• [MATERIAL SUPPLIED]:

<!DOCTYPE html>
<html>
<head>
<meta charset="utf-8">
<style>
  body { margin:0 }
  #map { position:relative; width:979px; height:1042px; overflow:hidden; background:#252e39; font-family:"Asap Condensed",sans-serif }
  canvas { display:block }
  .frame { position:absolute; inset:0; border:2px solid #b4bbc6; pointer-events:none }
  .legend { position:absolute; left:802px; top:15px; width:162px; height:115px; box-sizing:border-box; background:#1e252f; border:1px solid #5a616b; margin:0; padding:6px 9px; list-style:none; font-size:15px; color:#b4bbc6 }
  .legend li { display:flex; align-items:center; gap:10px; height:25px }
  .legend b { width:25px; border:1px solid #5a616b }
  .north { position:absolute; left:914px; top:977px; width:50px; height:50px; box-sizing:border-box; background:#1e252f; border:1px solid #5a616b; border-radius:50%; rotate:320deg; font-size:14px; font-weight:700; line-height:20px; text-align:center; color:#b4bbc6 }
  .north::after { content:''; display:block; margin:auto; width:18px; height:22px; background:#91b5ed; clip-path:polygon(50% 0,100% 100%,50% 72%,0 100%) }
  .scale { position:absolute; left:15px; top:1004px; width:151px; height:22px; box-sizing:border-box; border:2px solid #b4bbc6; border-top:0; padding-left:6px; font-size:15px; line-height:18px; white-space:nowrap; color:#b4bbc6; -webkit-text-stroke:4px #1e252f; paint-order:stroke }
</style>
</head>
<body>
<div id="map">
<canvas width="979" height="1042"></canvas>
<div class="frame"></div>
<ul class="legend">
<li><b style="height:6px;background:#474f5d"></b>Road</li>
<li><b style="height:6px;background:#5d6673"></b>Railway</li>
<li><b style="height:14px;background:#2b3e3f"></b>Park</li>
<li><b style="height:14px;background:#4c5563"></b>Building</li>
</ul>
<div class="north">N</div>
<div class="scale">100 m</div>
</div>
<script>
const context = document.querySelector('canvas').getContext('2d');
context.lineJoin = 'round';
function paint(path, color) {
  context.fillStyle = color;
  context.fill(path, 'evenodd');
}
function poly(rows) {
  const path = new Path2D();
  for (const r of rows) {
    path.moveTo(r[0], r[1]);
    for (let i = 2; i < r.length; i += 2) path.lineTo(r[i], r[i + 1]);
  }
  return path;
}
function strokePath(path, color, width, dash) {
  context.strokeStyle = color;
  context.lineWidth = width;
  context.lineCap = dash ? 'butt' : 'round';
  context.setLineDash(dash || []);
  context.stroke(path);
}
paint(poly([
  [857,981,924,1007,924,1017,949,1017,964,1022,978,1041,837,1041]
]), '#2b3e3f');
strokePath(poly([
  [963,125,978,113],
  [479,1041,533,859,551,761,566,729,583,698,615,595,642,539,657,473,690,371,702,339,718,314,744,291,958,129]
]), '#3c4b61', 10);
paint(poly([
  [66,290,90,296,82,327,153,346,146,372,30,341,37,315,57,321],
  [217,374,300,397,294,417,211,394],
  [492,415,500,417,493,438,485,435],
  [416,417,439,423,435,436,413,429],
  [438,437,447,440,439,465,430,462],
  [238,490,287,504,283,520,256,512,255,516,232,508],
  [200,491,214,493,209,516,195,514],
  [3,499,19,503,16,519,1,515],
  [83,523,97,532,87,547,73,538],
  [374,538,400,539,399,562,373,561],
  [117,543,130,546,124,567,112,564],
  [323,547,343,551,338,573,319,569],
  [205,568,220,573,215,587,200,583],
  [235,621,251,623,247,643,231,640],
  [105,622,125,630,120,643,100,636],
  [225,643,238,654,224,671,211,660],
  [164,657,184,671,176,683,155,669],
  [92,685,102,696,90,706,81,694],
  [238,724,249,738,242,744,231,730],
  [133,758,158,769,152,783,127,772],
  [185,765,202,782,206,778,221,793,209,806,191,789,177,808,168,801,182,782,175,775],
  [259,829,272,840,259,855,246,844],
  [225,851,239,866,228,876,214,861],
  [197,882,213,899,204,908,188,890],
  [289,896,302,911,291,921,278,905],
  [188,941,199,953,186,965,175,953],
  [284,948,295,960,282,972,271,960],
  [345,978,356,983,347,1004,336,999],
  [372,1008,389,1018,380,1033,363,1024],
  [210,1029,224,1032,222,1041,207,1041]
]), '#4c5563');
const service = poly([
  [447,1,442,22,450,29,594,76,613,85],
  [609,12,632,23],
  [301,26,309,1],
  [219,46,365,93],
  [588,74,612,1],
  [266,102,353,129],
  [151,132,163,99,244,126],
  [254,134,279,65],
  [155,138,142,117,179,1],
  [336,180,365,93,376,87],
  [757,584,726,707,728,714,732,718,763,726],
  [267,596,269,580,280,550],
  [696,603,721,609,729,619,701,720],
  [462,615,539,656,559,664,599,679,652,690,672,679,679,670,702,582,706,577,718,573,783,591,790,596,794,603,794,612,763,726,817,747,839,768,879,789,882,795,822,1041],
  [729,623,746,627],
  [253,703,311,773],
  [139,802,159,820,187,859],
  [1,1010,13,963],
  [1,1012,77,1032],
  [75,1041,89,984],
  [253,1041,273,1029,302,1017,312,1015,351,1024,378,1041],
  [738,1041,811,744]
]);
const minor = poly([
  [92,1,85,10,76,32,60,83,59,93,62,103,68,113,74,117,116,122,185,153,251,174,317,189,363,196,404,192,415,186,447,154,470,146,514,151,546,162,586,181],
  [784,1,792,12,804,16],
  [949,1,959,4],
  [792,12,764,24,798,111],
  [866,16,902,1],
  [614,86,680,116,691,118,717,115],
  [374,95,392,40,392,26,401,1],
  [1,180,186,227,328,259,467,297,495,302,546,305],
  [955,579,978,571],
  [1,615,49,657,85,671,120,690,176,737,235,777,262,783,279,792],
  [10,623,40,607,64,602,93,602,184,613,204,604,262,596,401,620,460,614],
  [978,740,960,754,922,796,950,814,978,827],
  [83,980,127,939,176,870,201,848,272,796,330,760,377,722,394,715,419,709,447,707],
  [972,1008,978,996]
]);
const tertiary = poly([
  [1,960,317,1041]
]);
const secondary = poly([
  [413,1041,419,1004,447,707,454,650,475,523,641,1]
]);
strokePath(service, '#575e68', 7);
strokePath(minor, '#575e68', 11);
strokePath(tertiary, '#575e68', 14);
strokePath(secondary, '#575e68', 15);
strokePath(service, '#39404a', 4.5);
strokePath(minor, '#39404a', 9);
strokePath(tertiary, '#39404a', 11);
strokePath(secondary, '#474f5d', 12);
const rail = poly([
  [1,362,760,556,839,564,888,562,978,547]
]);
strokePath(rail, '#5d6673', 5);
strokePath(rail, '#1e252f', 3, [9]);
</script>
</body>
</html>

• [REQUIRED WORK]: What is needed is an exact copy of the entries above, from the first line through the line holding "position:absolute; left:914px; top:977px;", with both of those lines kept; please give nothing else.

• [RESPONSE]:
<!DOCTYPE html>
<html>
<head>
<meta charset="utf-8">
<style>
  body { margin:0 }
  #map { position:relative; width:979px; height:1042px; overflow:hidden; background:#252e39; font-family:"Asap Condensed",sans-serif }
  canvas { display:block }
  .frame { position:absolute; inset:0; border:2px solid #b4bbc6; pointer-events:none }
  .legend { position:absolute; left:802px; top:15px; width:162px; height:115px; box-sizing:border-box; background:#1e252f; border:1px solid #5a616b; margin:0; padding:6px 9px; list-style:none; font-size:15px; color:#b4bbc6 }
  .legend li { display:flex; align-items:center; gap:10px; height:25px }
  .legend b { width:25px; border:1px solid #5a616b }
  .north { position:absolute; left:914px; top:977px; width:50px; height:50px; box-sizing:border-box; background:#1e252f; border:1px solid #5a616b; border-radius:50%; rotate:320deg; font-size:14px; font-weight:700; line-height:20px; text-align:center; color:#b4bbc6 }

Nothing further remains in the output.